Task = Return, verbatim and in full, the records that follow, but not their pictures.

Dataset excerpts =
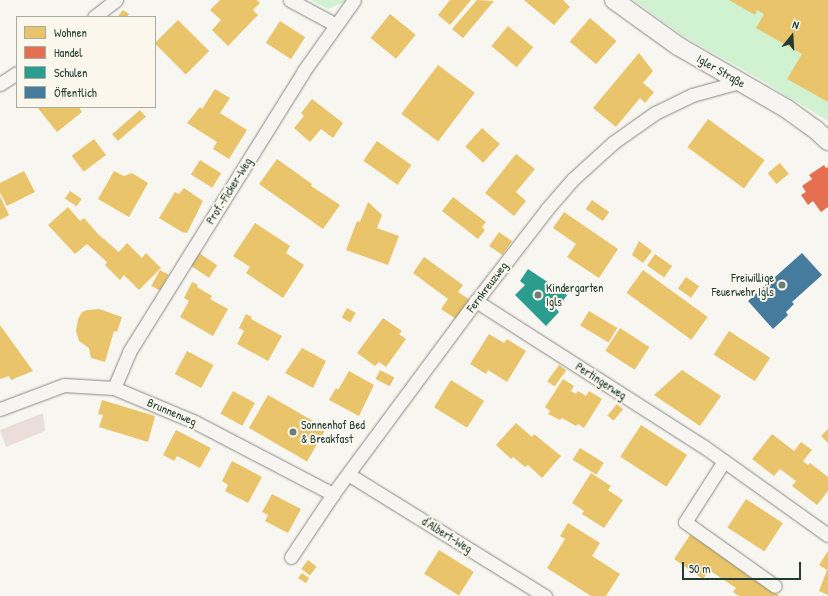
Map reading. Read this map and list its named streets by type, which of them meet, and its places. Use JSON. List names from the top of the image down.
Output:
{
  "streets": {
    "main road": ["Igler Straße"],
    "street": [
      "Prof.-Ficker-Weg",
      "Fernkreuzweg",
      "Pertingerweg",
      "Brunnenweg",
      "d'Albert-Weg"
    ]
  },
  "crossings": [
    ["Igler Straße", "Fernkreuzweg"],
    ["Prof.-Ficker-Weg", "Brunnenweg"],
    ["Fernkreuzweg", "Pertingerweg"],
    ["Fernkreuzweg", "Brunnenweg"],
    ["Fernkreuzweg", "d'Albert-Weg"]
  ],
  "places": ["Freiwillige Feuerwehr Igls", "Kindergarten Igls", "Sonnenhof Bed & Breakfast"],
  "legend": [
    "Wohnen",
    "Handel",
    "Schulen",
    "Öffentlich"
  ],
  "scale_bar": "50 m",
  "north": "top"
}
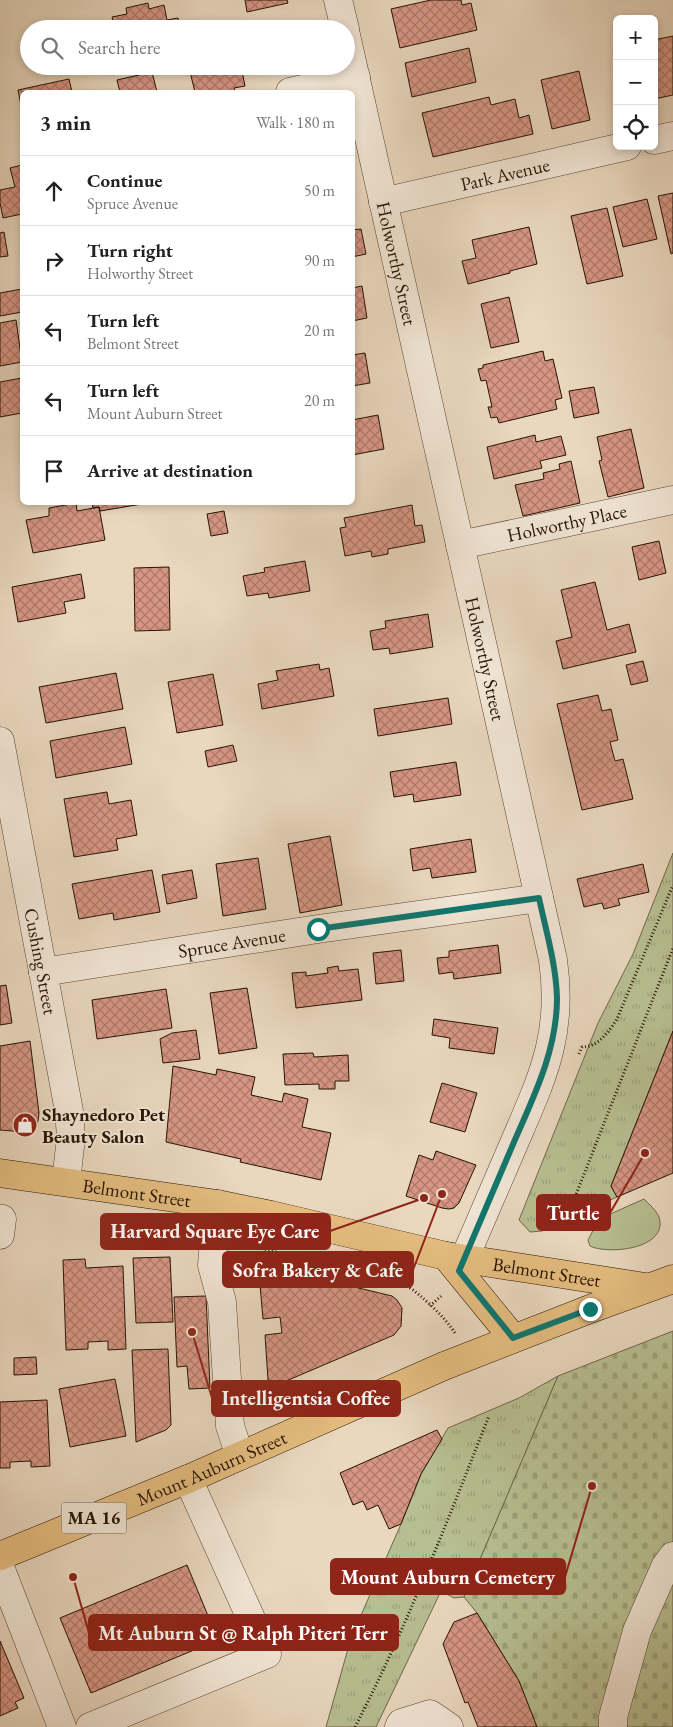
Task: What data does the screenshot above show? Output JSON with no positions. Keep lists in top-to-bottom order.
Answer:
{
  "streets": {
    "main road": ["Belmont Street", "Mount Auburn Street", "MA 16"],
    "street": [
      "Park Avenue",
      "Holworthy Street",
      "Holworthy Place",
      "Spruce Avenue",
      "Cushing Street"
    ]
  },
  "crossings": [
    ["Park Avenue", "Holworthy Street"],
    ["Holworthy Street", "Holworthy Place"],
    ["Holworthy Street", "Spruce Avenue"],
    ["Holworthy Street", "Belmont Street"],
    ["Spruce Avenue", "Cushing Street"],
    ["Cushing Street", "Belmont Street"],
    ["Belmont Street", "Mount Auburn Street"]
  ],
  "places": {
    "shop": ["Shaynedoro Pet Beauty Salon"],
    "other": [
      "Turtle",
      "Sofra Bakery & Cafe",
      "Harvard Square Eye Care",
      "Intelligentsia Coffee",
      "Mount Auburn Cemetery",
      "Mt Auburn St @ Ralph Piteri Terr"
    ]
  },
  "page": {
    "map_buttons": ["+", "−"],
    "search": "Search here",
    "heading": ["3 min", "Walk · 180 m"],
    "list": [
      ["Continue", "Spruce Avenue", "50 m"],
      ["Turn right", "Holworthy Street", "90 m"],
      ["Turn left", "Belmont Street", "20 m"],
      ["Turn left", "Mount Auburn Street", "20 m"],
      "Arrive at destination"
    ]
  }
}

Task result =
Map reading. Read this map and list its named streets by type, which of them meet, and its places. Use JSON. List names from the top of the image down.
Output:
{
  "streets": {
    "main road": ["Igler Straße"],
    "street": [
      "Prof.-Ficker-Weg",
      "Fernkreuzweg",
      "Pertingerweg",
      "Brunnenweg",
      "d'Albert-Weg"
    ]
  },
  "crossings": [
    ["Igler Straße", "Fernkreuzweg"],
    ["Prof.-Ficker-Weg", "Brunnenweg"],
    ["Fernkreuzweg", "Pertingerweg"],
    ["Fernkreuzweg", "Brunnenweg"],
    ["Fernkreuzweg", "d'Albert-Weg"]
  ],
  "places": ["Freiwillige Feuerwehr Igls", "Kindergarten Igls", "Sonnenhof Bed & Breakfast"],
  "legend": [
    "Wohnen",
    "Handel",
    "Schulen",
    "Öffentlich"
  ],
  "scale_bar": "50 m",
  "north": "top"
}
Task: What data does the screenshot above show? Output JSON with no positions. Keep lists in top-to-bottom order.
Answer:
{
  "streets": {
    "main road": ["Belmont Street", "Mount Auburn Street", "MA 16"],
    "street": [
      "Park Avenue",
      "Holworthy Street",
      "Holworthy Place",
      "Spruce Avenue",
      "Cushing Street"
    ]
  },
  "crossings": [
    ["Park Avenue", "Holworthy Street"],
    ["Holworthy Street", "Holworthy Place"],
    ["Holworthy Street", "Spruce Avenue"],
    ["Holworthy Street", "Belmont Street"],
    ["Spruce Avenue", "Cushing Street"],
    ["Cushing Street", "Belmont Street"],
    ["Belmont Street", "Mount Auburn Street"]
  ],
  "places": {
    "shop": ["Shaynedoro Pet Beauty Salon"],
    "other": [
      "Turtle",
      "Sofra Bakery & Cafe",
      "Harvard Square Eye Care",
      "Intelligentsia Coffee",
      "Mount Auburn Cemetery",
      "Mt Auburn St @ Ralph Piteri Terr"
    ]
  },
  "page": {
    "map_buttons": ["+", "−"],
    "search": "Search here",
    "heading": ["3 min", "Walk · 180 m"],
    "list": [
      ["Continue", "Spruce Avenue", "50 m"],
      ["Turn right", "Holworthy Street", "90 m"],
      ["Turn left", "Belmont Street", "20 m"],
      ["Turn left", "Mount Auburn Street", "20 m"],
      "Arrive at destination"
    ]
  }
}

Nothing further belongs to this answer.